Medical malpractice law traces its roots back to 19th Century English
common law.1 The law that developed concerning medical malpractice is part
of the more general body of law dealing with injuries to people or property,
known as “tort law.” Medical malpractice cases are an example of one
particular type of tort, the tort known as “negligence.” The concept of
negligence is that people should be reasonably careful in what they do, and, if
they are not, they should be held responsible for the injuries that can be
reasonably foreseen as resulting from their negligent conduct.

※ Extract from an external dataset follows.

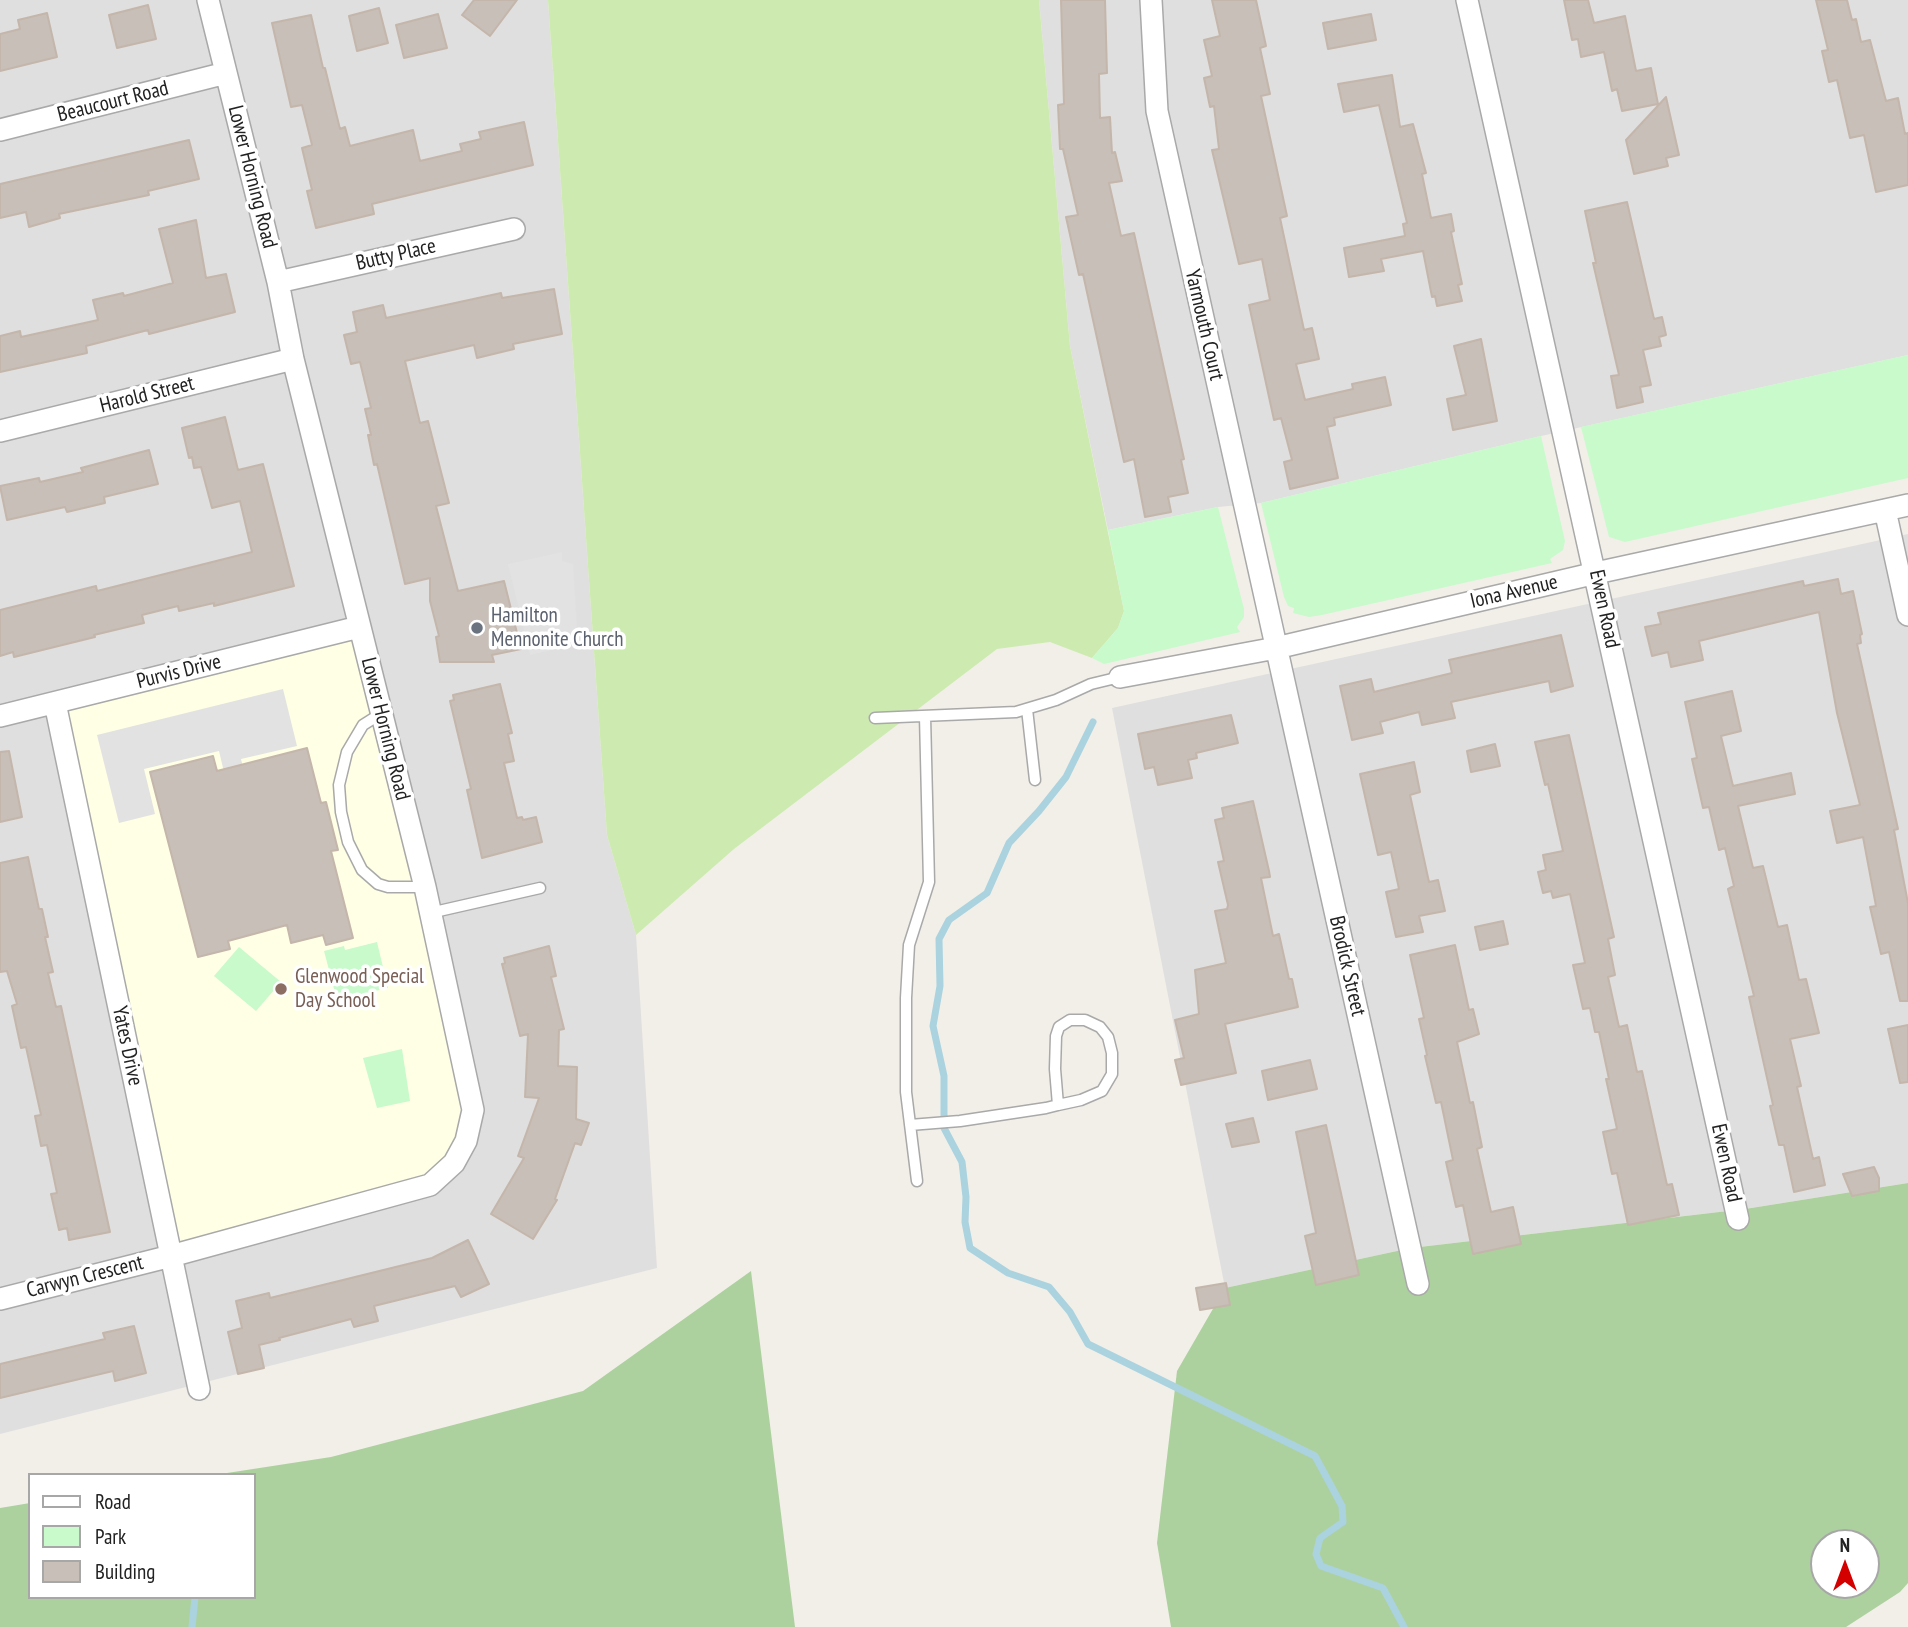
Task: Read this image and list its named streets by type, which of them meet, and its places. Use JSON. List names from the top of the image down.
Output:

To win a negligence lawsuit involving medical care, the injured person
needs to prove that they received substandard medical care that caused their
injury. This involves a number of steps. First, a person who is injured during
treatment must determine whether or not they have been harmed by
inadequate care. Physicians and other providers generally are not legally
required to tell their patients that they were hurt by medical care that was not
as good as it should have been, so patients who suffer adverse outcomes, or
their families, usually must consult with others to make this determination.2
Patients who were under the care of multiple health care providers need to
determine which, if any, of these providers contributed to their injury, if it is
possible to do so. A malpractice lawsuit must be brought within a legally
prescribed period, called a “statute of limitation.” In some states, the period for
filing a suit starts when the person is injured, while in other states it does not
start until the person knows or reasonably should have known that they had
been injured.
1 See Speiser, Stuart M., et al., American Law of Torts, Vol. 4, Sec. 15.10 (West, 1987).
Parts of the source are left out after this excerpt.